Foram utilizados os testes Qui-Quadrado (c2) e o teste t de Student, para analisar as variáveis qualitativas e quantitativas, respectivamente. Para estimar a incidência de ITUc no HU, foi utilizado o procedimento de estimação de parâmetros. A análise estatística foi feita com o programa STATGRAPHICSÒ, versão 5.0 e StatisticaÒ, versão 5.0. Adotou-se um nível de significância a de 0,05, para estimar a incidência de Infecção do Trato Urinário relacionada ao cateter vesical de demora.
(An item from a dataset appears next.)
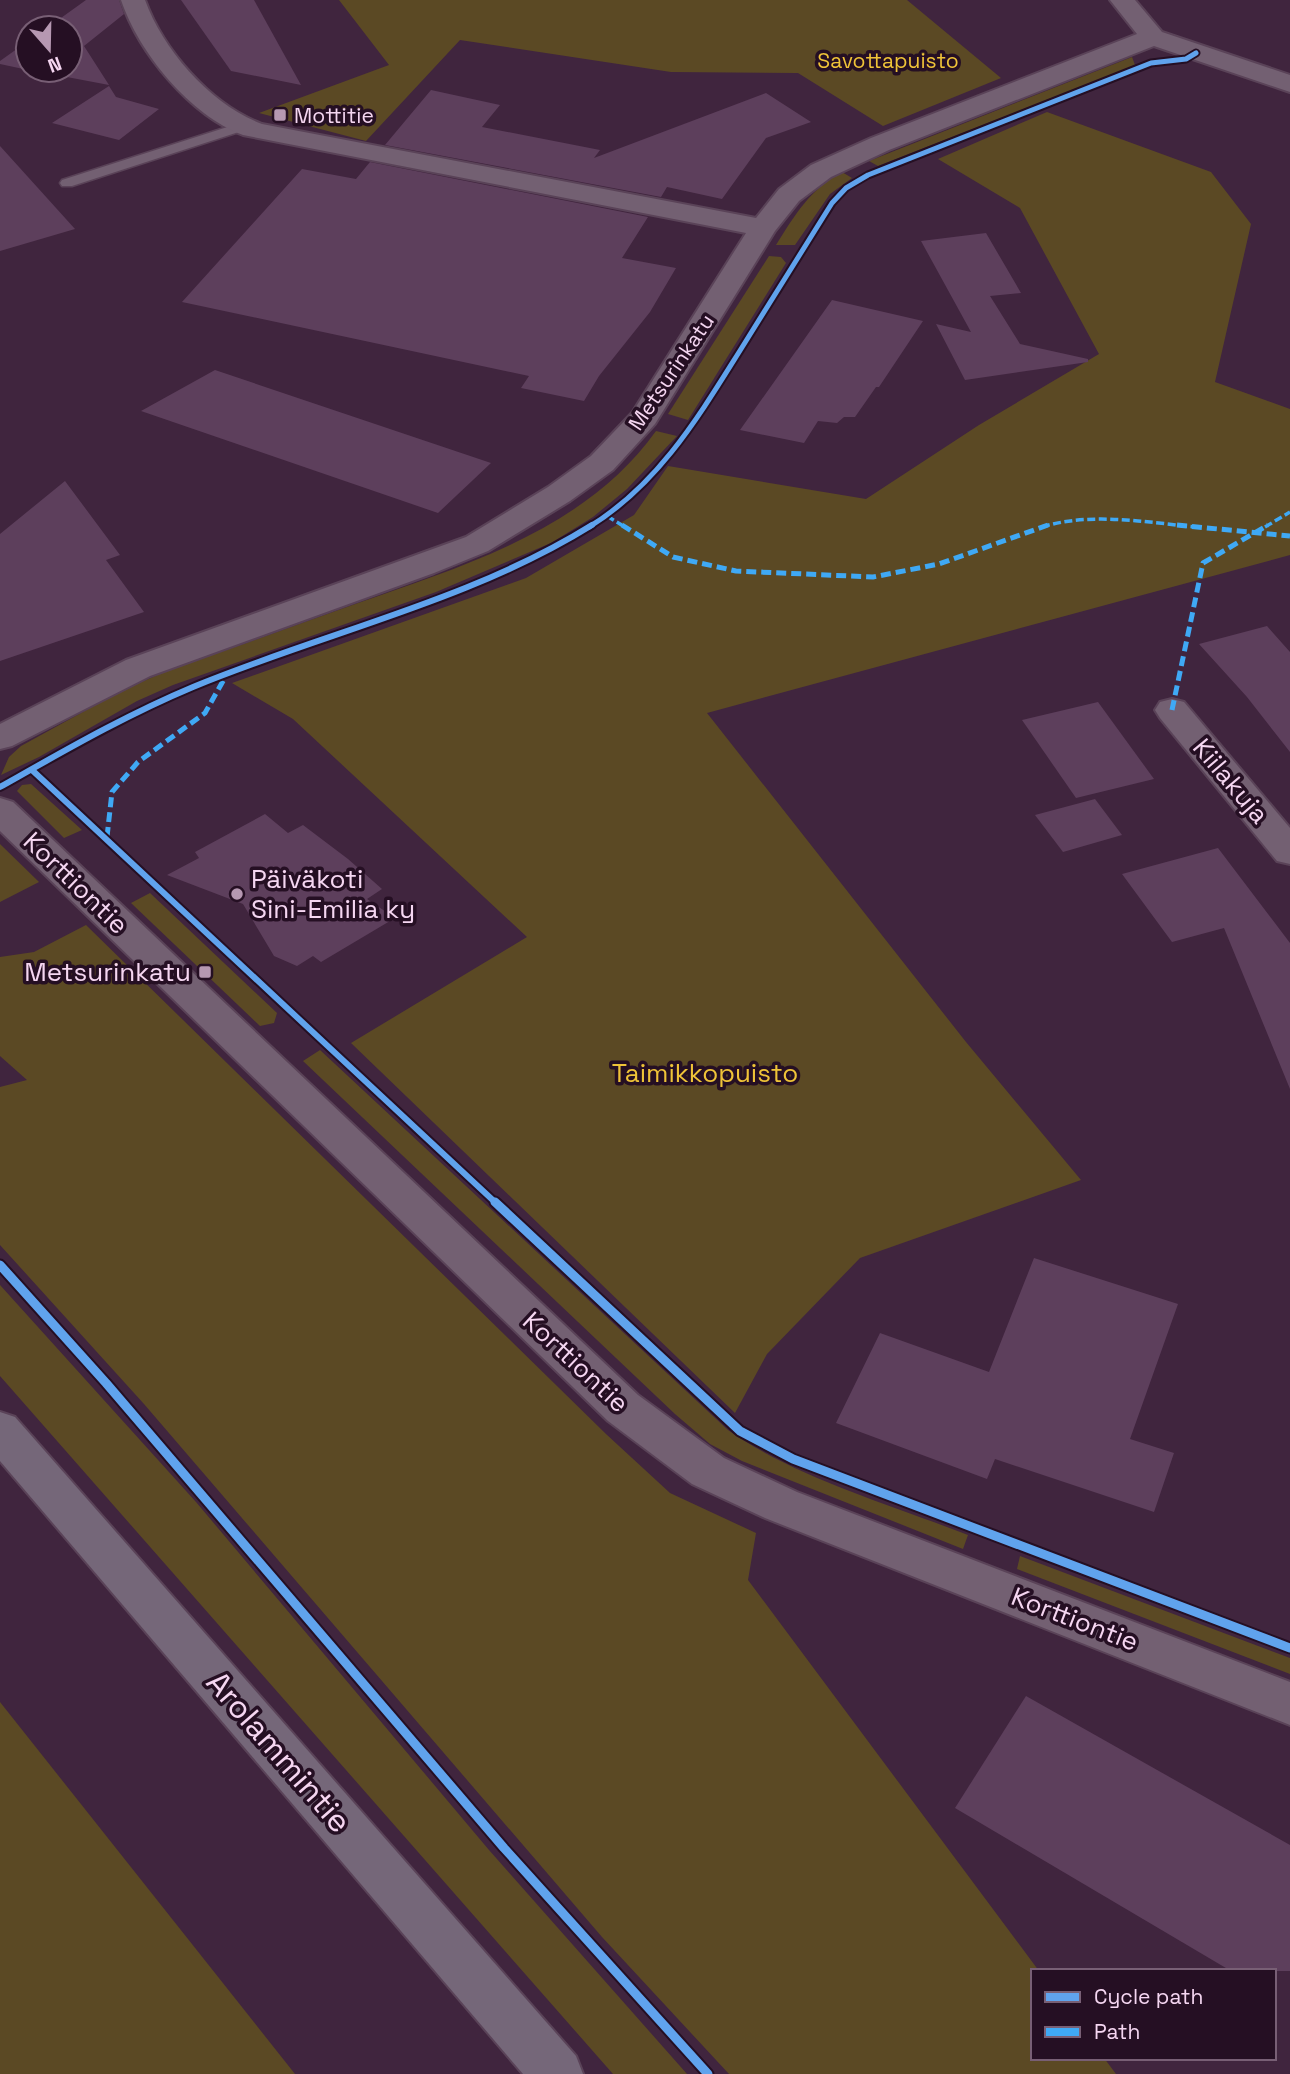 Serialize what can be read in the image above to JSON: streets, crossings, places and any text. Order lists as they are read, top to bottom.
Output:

Para análise multivariada foi usada regressão logística, tendo a ITU como variável dependente e 10 variáveis independentes inicialmente no modelo (sexo, idade, tempo de internação, positividade do "swab" uretral, duração da cateterização, indicação da mesma, tipo de paciente-clínico ou cirúrgico, sua procedência, presença de diabetes e uso prévio de antibióticos). O projeto foi implantado após ter sido submetido e aprovado pela Comissão de Ética Médica do HU; os pacientes eram informados da natureza do estudo e solicitado seu consentimento.
RESULTADOS
No período de maio a dezembro de 1993, 1.727 pacientes adultos foram internados no Hospital Universitário da Universidade Federal de Santa Catarina (UFSC). Desses, 14,1% (244) submeteram-se à cateterização vesical de demora, e constituíram a amostra inicial, da qual 108 pacientes foram excluídos por causas diversas (tabela 1). A amostra final foi constituída de 136 que preenchiam os critérios de inclusão. Onze por cento da amostra (15/136) estudada evoluiu para o óbito durante a internação hospitalar. Nenhum dos óbitos teve como causa a infecção do trato urinário.
Dos 136 pacientes incluídos na amostra final, 15 (11,0%) adquiriram ITUc. A incidência de infecção na amostra analisada foi de 11,0 %, estimando-se uma incidência entre 5,7% a 16,3% (95% intervalo de confiança) para os pacientes internados no HU. O germe mais prevalente foi a Escherichia coli (6/15), seguido por Enterobacter sp. (4/15), Staphylococcus sp. (2/15), Staphylococcus aureus (1/15) e Candida albicans (1/15). Apenas um paciente teve infecção mista, com Escherichia coli e Pseudomonas aeruginosa (gráfico 1).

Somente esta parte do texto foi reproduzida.